Slow Communication: Snail Mail
Slow Communication: Snail Mail
I am an out and out social media lover and my phone bings and dings at me day and night with emails from five different accounts. It would be fair to say that I have embraced technology, and my palms sweat at the thought of not having wifi access at all times.
Having said this, I still love old-school letter writing and I still send 100+ handwritten Christmas cards every year – last year’s can be seen here. There is something wonderful about receiving mail (of the non-bill variety) – from the stamp, to the handwriting, to the knowledge that someone cared enough to sit down and write card or a letter – I adore everything about mail.
Despite the profits of Australia Post declining, snail mail is experiencing somewhat of a revival, and in the same way that we have seen the rise of the ‘slow food movement’, there are also people who enjoy ‘slow communication’ in the form of letters, cards and postcards, handwritten with care.
Our Junior School Library has a makerspace zone, and we incorporate many high tech and low tech makerspace ideas into our library planning and teaching – you can read more about this here and here. I have naturally evolved into the more low tech side of the operation (I manage the Earth Angels’ school kitchen garden and enjoy nothing better than creating with hands on materials) and my teaching partner Jackie #bestteachingpartnerever blogs here about her high tech makerspace endevours! Combining our love of literature, language, sustainability and creating has seen us create a makerspace zone that is flourishing and student engagement with the library is at an all-time high.
Over the holidays I read a beautiful book called ‘Snail Mail’ by Michelle Mackintosh (who you can read more about here), and I was inspired to create for our students a ‘Slow Communication Station’, which is now nearly finished (my mind works over-time and I simply had to have this done for the start of term!) and it resides opposite our Lego walls, coding club equipment and robotic Lego – high and low tech happily co-existing! More photos will follow – but thus far we have a booth, some vintage library drawers full of all manner of stamps and tapes, pens and pencils, and a gorgeous letterbox like the one below is on its way from House of Cherub.
Extension English this term will focus on the art of handwriting, as well as formal and informal letter writing skills.
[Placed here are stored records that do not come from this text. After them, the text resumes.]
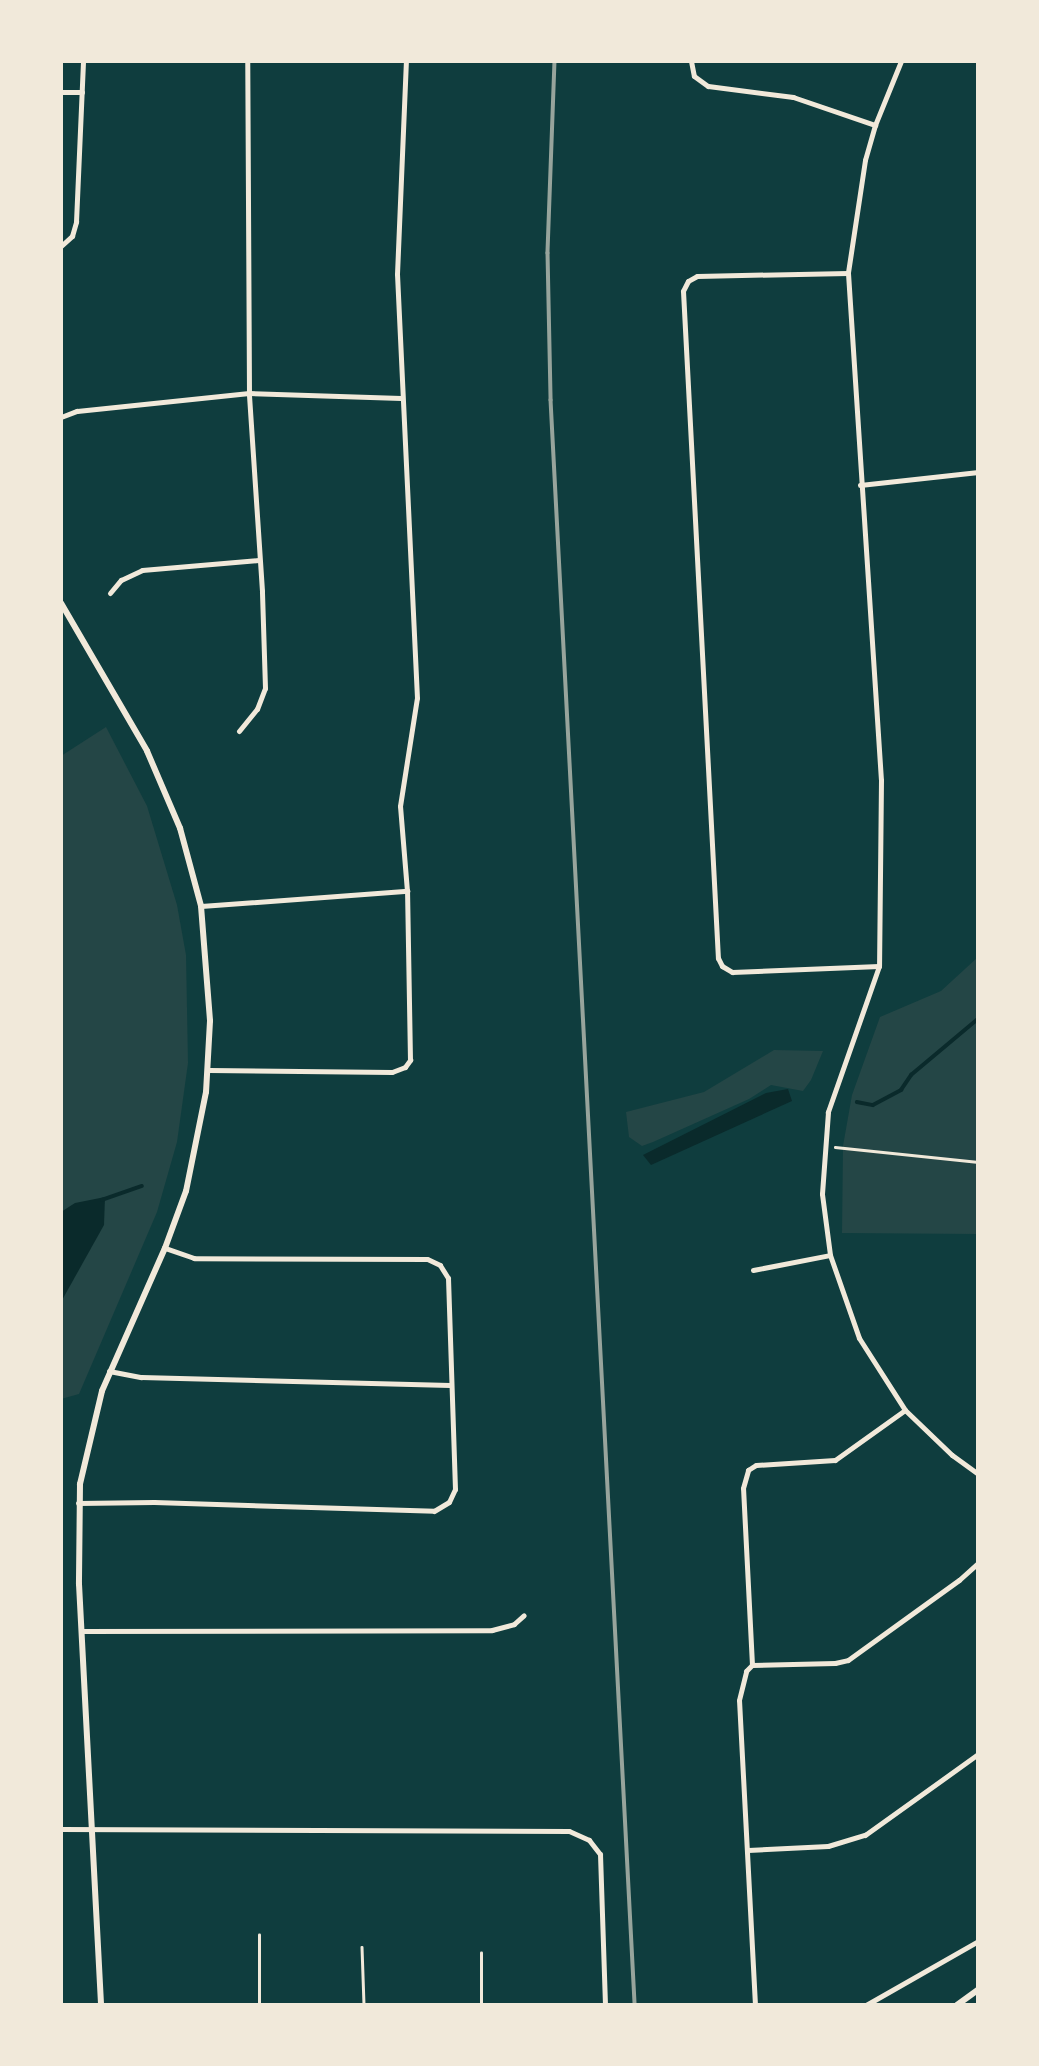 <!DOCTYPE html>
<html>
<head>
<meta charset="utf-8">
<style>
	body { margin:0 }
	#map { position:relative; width:1039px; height:2066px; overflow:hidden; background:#0f3d3e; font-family:Arial,sans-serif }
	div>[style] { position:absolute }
	.green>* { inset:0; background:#244646 }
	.water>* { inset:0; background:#0a2a2b }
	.stream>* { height:3.5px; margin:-1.75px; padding:0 1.75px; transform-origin:1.75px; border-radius:1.75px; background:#0a2a2b }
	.path>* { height:2.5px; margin:-1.25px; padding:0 1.25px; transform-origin:1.25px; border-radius:1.25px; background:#f1e9da }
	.service>* { height:2.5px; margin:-1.25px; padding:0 1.25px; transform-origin:1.25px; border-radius:1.25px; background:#f1e9da }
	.minor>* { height:5px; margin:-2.5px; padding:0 2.5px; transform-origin:2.5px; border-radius:2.5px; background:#f1e9da }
	.tertiary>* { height:6px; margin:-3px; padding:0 3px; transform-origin:3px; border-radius:3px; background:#f1e9da }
	.rail>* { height:3.5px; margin:-1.75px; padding:0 1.75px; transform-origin:1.75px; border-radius:1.75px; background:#97a49c }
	span { translate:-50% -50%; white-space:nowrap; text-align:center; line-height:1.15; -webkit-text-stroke:7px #f1e9da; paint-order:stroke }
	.frame { position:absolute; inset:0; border:63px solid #f1e9da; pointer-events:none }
</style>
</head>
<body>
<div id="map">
	<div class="green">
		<i style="clip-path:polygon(106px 727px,147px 806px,177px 905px,186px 955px,188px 1063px,177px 1142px,157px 1212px,79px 1394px,61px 1399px,61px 756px)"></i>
		<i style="clip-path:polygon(978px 957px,978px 1234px,842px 1233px,843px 1146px,852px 1095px,880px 1017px,941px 991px)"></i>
		<i style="clip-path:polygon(774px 1050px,823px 1051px,811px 1080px,803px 1091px,771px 1085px,749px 1099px,653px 1142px,642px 1146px,629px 1137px,626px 1112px,704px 1092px)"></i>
	</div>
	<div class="water">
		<i style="clip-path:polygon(788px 1089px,792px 1101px,651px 1165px,643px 1155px,766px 1093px)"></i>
		<i style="clip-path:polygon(105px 1197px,104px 1225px,61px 1302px,61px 1212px,75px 1203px)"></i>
	</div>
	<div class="stream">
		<i style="left:857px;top:1102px;width:16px;rotate:11deg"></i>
		<i style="left:873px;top:1105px;width:32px;rotate:-28deg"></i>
		<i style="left:901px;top:1090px;width:18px;rotate:-56deg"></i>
		<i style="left:911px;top:1075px;width:87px;rotate:-39.9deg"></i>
		<i style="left:102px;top:1200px;width:42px;rotate:-19.3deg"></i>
	</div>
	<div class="path">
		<i style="left:835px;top:1147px;width:144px;rotate:6deg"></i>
	</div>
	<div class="service">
		<i style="left:362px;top:1947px;width:58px;rotate:88deg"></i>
		<i style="left:259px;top:2005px;width:70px;rotate:-90deg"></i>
		<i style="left:481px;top:2005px;width:52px;rotate:-90deg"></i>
	</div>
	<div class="minor">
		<i style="left:691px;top:61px;width:15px;rotate:79deg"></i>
		<i style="left:694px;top:76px;width:17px;rotate:36deg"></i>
		<i style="left:708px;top:86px;width:86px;rotate:7.4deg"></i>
		<i style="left:793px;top:97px;width:87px;rotate:18.9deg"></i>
		<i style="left:901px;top:61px;width:69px;rotate:112.1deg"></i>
		<i style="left:875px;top:125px;width:36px;rotate:106deg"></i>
		<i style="left:865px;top:160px;width:114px;rotate:98.6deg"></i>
		<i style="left:848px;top:273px;width:508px;rotate:86.28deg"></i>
		<i style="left:881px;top:780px;width:186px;rotate:90.6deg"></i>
		<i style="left:879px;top:966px;width:155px;rotate:109.3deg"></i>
		<i style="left:828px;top:1112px;width:82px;rotate:94.2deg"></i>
		<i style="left:822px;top:1194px;width:62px;rotate:82.5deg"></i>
		<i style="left:830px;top:1255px;width:88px;rotate:70.7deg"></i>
		<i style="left:859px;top:1338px;width:85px;rotate:57.4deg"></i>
		<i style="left:905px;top:1410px;width:65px;rotate:43.8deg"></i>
		<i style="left:952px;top:1455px;width:32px;rotate:36deg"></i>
		<i style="left:61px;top:92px;width:21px"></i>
		<i style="left:61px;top:246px;width:15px;rotate:-42deg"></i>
		<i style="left:72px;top:236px;width:15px;rotate:-74deg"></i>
		<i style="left:76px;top:222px;width:161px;rotate:-87.5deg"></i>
		<i style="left:848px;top:273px;width:151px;rotate:178.9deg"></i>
		<i style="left:697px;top:276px;width:10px;rotate:151deg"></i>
		<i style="left:688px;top:281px;width:11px;rotate:117deg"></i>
		<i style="left:683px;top:291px;width:668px;rotate:87deg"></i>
		<i style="left:718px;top:958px;width:9px;rotate:63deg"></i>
		<i style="left:722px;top:966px;width:12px;rotate:31deg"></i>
		<i style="left:732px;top:972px;width:147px;rotate:-2.3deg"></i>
		<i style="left:61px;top:417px;width:17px;rotate:-21deg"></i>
		<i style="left:77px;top:411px;width:173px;rotate:-6deg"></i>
		<i style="left:249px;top:393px;width:152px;rotate:1.9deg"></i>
		<i style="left:860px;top:485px;width:119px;rotate:-6.3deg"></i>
		<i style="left:110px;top:593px;width:17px;rotate:-50deg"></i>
		<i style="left:121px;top:580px;width:23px;rotate:-25deg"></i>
		<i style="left:142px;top:570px;width:117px;rotate:-4.9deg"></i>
		<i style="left:239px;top:731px;width:28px;rotate:-51deg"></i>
		<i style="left:257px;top:709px;width:22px;rotate:-69deg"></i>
		<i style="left:265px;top:688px;width:97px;rotate:-91.8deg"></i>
		<i style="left:262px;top:591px;width:198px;rotate:-93.8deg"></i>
		<i style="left:249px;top:393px;width:332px;rotate:-90.3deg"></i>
		<i style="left:201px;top:906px;width:207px;rotate:-4.2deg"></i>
		<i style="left:209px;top:1070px;width:183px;rotate:0.6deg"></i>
		<i style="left:392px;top:1072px;width:14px;rotate:-21deg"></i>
		<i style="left:405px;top:1067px;width:9px;rotate:-54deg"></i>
		<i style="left:410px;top:1060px;width:169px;rotate:-91deg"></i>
		<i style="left:407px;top:891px;width:85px;rotate:-94.7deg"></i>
		<i style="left:400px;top:806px;width:109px;rotate:-81.1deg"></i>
		<i style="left:417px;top:698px;width:424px;rotate:-92.7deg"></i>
		<i style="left:397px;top:274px;width:213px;rotate:-87.6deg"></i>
		<i style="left:753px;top:1270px;width:78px;rotate:-11deg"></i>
		<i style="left:109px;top:1371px;width:33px;rotate:11deg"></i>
		<i style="left:141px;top:1377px;width:309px;rotate:1.5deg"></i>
		<i style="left:78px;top:1503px;width:76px;rotate:-0.8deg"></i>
		<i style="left:154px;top:1502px;width:280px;rotate:1.8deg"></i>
		<i style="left:434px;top:1511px;width:17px;rotate:-31deg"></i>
		<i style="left:449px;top:1502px;width:14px;rotate:-65deg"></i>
		<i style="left:455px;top:1489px;width:211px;rotate:-91.9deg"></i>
		<i style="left:448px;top:1278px;width:15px;rotate:-122deg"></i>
		<i style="left:440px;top:1265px;width:14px;rotate:-155deg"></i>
		<i style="left:427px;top:1259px;width:233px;rotate:-179.8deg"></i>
		<i style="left:194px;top:1258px;width:31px;rotate:-161deg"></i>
		<i style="left:81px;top:1631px;width:411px;rotate:-0.1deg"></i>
		<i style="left:492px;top:1630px;width:23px;rotate:-15deg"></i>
		<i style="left:514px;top:1624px;width:13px;rotate:-42deg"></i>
		<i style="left:752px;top:1665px;width:177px;rotate:-92.9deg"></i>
		<i style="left:743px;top:1488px;width:19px;rotate:-74deg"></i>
		<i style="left:748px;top:1470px;width:9px;rotate:-32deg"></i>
		<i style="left:756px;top:1465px;width:79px;rotate:-3.6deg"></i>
		<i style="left:835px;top:1460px;width:86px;rotate:-35.5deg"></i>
		<i style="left:61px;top:1829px;width:508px;rotate:0.23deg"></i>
		<i style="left:569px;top:1831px;width:22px;rotate:24deg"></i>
		<i style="left:589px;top:1840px;width:18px;rotate:52deg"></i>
		<i style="left:600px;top:1854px;width:151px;rotate:88.1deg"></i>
		<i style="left:748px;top:1850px;width:80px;rotate:-2.9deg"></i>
		<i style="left:828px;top:1846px;width:39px;rotate:-17deg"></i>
		<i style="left:865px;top:1835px;width:139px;rotate:-35.6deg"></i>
		<i style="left:755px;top:2005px;width:305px;rotate:-93deg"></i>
		<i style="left:739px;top:1700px;width:30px;rotate:-76deg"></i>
		<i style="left:746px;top:1671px;width:8px;rotate:-45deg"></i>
		<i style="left:752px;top:1665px;width:83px;rotate:-1.4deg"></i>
		<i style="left:835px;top:1663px;width:13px;rotate:-13deg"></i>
		<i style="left:848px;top:1660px;width:137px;rotate:-35.8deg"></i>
		<i style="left:959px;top:1580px;width:25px;rotate:-42deg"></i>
		<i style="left:866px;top:2005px;width:129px;rotate:-29.7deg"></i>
	</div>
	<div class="tertiary">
		<i style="left:61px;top:603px;width:171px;rotate:59.8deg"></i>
		<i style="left:147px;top:751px;width:84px;rotate:66.8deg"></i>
		<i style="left:180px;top:828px;width:81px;rotate:74.9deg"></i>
		<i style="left:201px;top:906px;width:115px;rotate:85.5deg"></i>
		<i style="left:210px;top:1021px;width:71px;rotate:93.2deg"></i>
		<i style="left:206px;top:1092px;width:101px;rotate:101.4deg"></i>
		<i style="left:186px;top:1191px;width:61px;rotate:110.2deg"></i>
		<i style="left:165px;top:1248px;width:156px;rotate:113.8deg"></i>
		<i style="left:102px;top:1391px;width:96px;rotate:103.3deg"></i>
		<i style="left:80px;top:1484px;width:100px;rotate:90.6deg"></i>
		<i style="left:79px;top:1584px;width:422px;rotate:87deg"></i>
		<i style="left:957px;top:2005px;width:26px;rotate:-36deg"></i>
	</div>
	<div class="rail">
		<i style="left:555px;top:61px;width:192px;rotate:92.1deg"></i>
		<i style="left:548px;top:253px;width:147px;rotate:88.8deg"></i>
		<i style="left:551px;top:400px;width:1607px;rotate:87deg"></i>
	</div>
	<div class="frame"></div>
</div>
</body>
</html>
We’re going to put aside our beautiful laptops (as hard as this can be!) and take time to focus on the flow of handwriting and forms of calligraphy and lettering – any other children of the 80s/90s LOVE ‘The Lettering Book’ and ‘The Lettering Book Companion’? Look no further, I found the cool, ‘so on trend’ and NOW version – ‘Creative Lettering and Beyond’. We will plan, draft and publish letters, cards and postcards to be sent internally to peers and externally to families and we will look at literature in which letters form part of the narrative.
Some of the Content Descriptors from the Australian Curriculum that we are focusing on include:
Plan, draft and publish imaginative, informative and persuasive texts, choosing and experimenting with text structures, language features, images and digital resources appropriate to purpose and audience (ACELY1714)
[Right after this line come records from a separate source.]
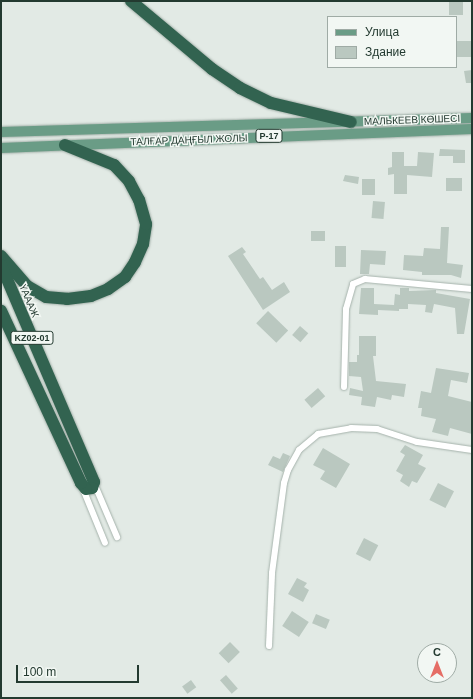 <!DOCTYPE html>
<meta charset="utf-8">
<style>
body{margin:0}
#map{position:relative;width:473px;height:699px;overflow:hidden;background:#e2eae5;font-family:Helvetica,sans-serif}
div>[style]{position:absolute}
.building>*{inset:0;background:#bac8c0;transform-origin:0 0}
.roads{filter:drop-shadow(0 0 1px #a5b2ab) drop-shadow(0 0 1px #a5b2ab)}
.street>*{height:6px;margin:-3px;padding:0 3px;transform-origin:3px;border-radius:3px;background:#fff}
.primary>*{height:10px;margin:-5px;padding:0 5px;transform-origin:5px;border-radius:5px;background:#6a9c86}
.highway>*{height:12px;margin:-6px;padding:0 6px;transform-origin:6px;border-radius:6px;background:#326350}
span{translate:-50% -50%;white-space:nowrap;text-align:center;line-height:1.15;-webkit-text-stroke:3px #f2f7f3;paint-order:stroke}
.shield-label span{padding:1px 3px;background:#f2f7f3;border:1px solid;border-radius:3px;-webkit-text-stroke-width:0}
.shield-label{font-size:9px;color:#233a30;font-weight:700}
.street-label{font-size:10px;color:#233a30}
.frame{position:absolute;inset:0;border:2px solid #233a30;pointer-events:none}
.legend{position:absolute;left:327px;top:16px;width:130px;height:52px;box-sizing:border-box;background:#f2f7f3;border:1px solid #9faba5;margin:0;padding:5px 7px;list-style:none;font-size:12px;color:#233a30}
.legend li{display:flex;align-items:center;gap:8px;height:20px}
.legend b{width:20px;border:1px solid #9faba5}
.north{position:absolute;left:417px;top:643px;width:40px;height:40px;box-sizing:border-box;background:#f2f7f3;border:1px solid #9faba5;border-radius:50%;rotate:0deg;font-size:11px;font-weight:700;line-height:16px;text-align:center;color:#233a30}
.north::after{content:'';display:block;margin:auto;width:14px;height:18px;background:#e56d65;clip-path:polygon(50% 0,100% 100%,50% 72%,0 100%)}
.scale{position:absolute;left:16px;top:665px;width:123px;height:18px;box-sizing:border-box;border:2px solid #233a30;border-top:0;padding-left:5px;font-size:12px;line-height:14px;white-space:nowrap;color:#233a30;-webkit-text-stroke:3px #f2f7f3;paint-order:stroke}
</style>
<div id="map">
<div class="building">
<div style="left:449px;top:1px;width:14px;height:14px"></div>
<div style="left:456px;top:41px;width:15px;height:16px"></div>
<div style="clip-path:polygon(472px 70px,472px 83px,466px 83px,464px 71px)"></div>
<div style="clip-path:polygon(440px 149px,465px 150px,465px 163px,453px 163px,453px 156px,439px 156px)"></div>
<div style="clip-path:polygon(392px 152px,404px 152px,404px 166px,417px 166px,418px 152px,434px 153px,432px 177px,407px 175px,407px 194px,394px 194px,394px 174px,388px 175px,388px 168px,392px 167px)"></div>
<div style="clip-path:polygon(345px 175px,359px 177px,358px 184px,343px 181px)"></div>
<div style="left:446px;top:178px;width:16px;height:13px"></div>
<div style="left:362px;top:179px;width:13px;height:16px"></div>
<div style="left:373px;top:201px;width:12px;height:17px;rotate:5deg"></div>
<div style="clip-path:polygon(441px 227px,449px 227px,447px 263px,463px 265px,461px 278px,451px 275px,422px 275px,422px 272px,403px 270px,404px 255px,423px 256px,424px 248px,440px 249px)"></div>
<div style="left:311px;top:231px;width:14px;height:10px"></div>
<div style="left:346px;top:246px;width:21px;height:11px;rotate:90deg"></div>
<div style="clip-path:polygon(242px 247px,246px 252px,243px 254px,260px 279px,263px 277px,272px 290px,284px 282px,290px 292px,263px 310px,228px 256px)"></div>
<div style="clip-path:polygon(361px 250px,386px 251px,385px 265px,370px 264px,369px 274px,360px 274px)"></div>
<div style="clip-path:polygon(361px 288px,374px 288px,374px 304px,394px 305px,395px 294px,400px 295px,400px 288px,409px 288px,409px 291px,436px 290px,436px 293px,470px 299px,464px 334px,457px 334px,455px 308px,434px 304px,432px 313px,425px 312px,426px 305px,408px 304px,408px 309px,399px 309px,399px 311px,378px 310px,378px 315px,359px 314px)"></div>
<div style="left:268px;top:311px;width:28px;height:17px;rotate:44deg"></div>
<div style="left:300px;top:326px;width:11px;height:12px;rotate:41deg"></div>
<div style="clip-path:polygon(359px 336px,376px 336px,376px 356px,373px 356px,376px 381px,406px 384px,404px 397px,392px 395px,391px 400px,377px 397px,375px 407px,361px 405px,362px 397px,349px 395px,350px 388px,363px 391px,361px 377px,349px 376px,349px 362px,357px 362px,357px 355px,359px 355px)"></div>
<div style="clip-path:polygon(436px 368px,469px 373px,467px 383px,451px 380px,448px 396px,472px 402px,472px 434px,450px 428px,448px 436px,432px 432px,436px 419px,421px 416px,422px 408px,418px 408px,421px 391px,431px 393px)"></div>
<div style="left:318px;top:388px;width:11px;height:18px;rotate:49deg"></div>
<div style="clip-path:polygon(405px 445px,423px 455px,418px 464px,426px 468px,417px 483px,412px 481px,409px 487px,400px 481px,403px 475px,396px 471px,405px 455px,400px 452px)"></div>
<div style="clip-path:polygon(323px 448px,350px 464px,336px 488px,320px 479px,325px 471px,313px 465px)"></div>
<div style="clip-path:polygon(283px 453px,290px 456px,283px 472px,268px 465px,273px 456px,280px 459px)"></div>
<div style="left:438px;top:483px;width:18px;height:19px;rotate:27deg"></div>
<div style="left:364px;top:538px;width:16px;height:18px;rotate:27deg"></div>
<div style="clip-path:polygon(297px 578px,307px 583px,304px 587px,309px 590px,303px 602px,288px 594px)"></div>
<div style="left:292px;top:611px;width:20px;height:18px;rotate:33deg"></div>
<div style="left:316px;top:614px;width:15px;height:10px;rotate:23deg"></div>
<div style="left:230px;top:642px;width:14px;height:16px;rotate:45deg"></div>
<div style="left:226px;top:675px;width:18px;height:8px;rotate:49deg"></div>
<div style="left:191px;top:680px;width:9px;height:11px;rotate:54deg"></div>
</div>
<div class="roads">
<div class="street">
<div style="left:344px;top:387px;width:78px;rotate:-88.5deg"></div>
<div style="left:346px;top:309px;width:26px;rotate:-74deg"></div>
<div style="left:353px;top:284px;width:13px;rotate:-23deg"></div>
<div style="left:365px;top:279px;width:107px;rotate:5.3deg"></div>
<div style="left:94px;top:483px;width:59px;rotate:66.9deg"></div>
<div style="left:83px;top:489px;width:58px;rotate:67.8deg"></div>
<div style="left:269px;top:646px;width:73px;rotate:-87.6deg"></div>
<div style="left:272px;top:573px;width:91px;rotate:-82.4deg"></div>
<div style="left:284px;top:483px;width:14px;rotate:-73deg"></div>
<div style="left:288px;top:470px;width:23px;rotate:-61deg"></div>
<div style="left:299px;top:450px;width:25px;rotate:-40deg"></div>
<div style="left:318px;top:434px;width:34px;rotate:-10deg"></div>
<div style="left:351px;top:428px;width:26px;rotate:2deg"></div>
<div style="left:377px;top:429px;width:42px;rotate:18deg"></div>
<div style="left:417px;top:442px;width:56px;rotate:8.3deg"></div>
</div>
<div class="primary">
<div style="left:1px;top:132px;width:471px;rotate:-1.7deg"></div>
<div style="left:1px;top:148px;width:471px;rotate:-2.3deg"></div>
</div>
<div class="highway">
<div style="left:131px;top:1px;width:106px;rotate:40deg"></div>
<div style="left:212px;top:69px;width:34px;rotate:34deg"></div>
<div style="left:240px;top:88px;width:34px;rotate:26deg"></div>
<div style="left:271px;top:103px;width:82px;rotate:13.4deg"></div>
<div style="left:1px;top:256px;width:40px;rotate:49deg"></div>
<div style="left:27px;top:286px;width:22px;rotate:30deg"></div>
<div style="left:46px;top:297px;width:21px;rotate:5deg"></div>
<div style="left:67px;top:299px;width:24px;rotate:-7deg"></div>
<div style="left:91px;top:296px;width:18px;rotate:-22deg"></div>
<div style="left:108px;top:289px;width:21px;rotate:-35deg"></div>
<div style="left:125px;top:277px;width:18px;rotate:-56deg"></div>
<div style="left:135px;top:262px;width:20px;rotate:-66deg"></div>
<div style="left:143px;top:244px;width:20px;rotate:-81deg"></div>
<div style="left:146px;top:224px;width:25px;rotate:-106deg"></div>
<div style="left:139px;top:200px;width:21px;rotate:-118deg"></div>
<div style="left:129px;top:181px;width:22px;rotate:-133deg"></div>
<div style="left:114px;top:165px;width:53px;rotate:-157.8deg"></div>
<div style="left:1px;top:265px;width:236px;rotate:66.8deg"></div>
<div style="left:94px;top:482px;width:6px;rotate:108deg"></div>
<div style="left:92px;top:488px;width:6px;rotate:171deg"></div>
<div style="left:86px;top:489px;width:8px;rotate:-130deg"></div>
<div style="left:81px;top:483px;width:190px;rotate:-114.9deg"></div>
</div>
</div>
<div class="shield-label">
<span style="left:269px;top:136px">P-17</span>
<span style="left:32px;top:338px">KZ02-01</span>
</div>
<div class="street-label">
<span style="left:412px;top:120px;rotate:-2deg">МАЛЬКЕЕВ КӨШЕСІ</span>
<span style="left:189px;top:140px;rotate:-2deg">ТАЛҒАР ДАҢҒЫЛ ЖОЛЫ</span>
<span style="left:29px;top:301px;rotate:67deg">ҮАААЖ</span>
</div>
<div class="frame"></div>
<ul class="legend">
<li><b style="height:5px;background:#6a9c86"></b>Улица</li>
<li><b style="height:11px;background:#bac8c0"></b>Здание</li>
</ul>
<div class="north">С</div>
<div class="scale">100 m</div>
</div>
Reread and edit students’ own and others’ work using agreed criteria and explaining editing choices (ACELY1715)
Plan, draft and publish imaginative, informative and persuasive texts, choosing and experimenting with text structures, language features, images and digital resources appropriate to purpose and audience (ACELY1714)
Understand that strategies for interaction become more complex and demanding as levels of formality and social distance increase (ACELA1516)
To add these books to your home, school or classroom library click on title links or cover images.
My Junior School Earth Angels’ group will be using scrap paper and old newspapers, as well as found objects, to create handmade paper for the Slow Communication Station. We plan to make envelopes using techniques and templates in ‘Snail Mail’ and stock our station with lots of handmade paper, re-claimed paper and handmade envelopes.
While originally conceived as an English Extension activity, the Slow Communication Station, like all our of our makerspace areas, will be available to students before school and at lunchtime – though one can always find a quiet spot to curl up with a book in the library, on the whole our library is a hive of activity and conversation!
This sounds amazing!
I went on Mat. Leave at the same time as the roll-out of the National Curriculum for English, so haven’t had much experience with putting it into practice…It still looks a bit scary to me. Seeing programs like this though makes me excited about the possibilities!!
I love love love snail mail. Justin jokes I buy things online, just so the postie visits. Up until the day she dies my grandmother and I would send each other a letter, each and every week. We spoke on the phone often, but I still have those letters.
Love the idea of a Slow Communication Station. Like many things I worry that we are losing so much in our love of technology.
Yes I too love IG and blogging. But how cool would it be to start a slow mail station among adults?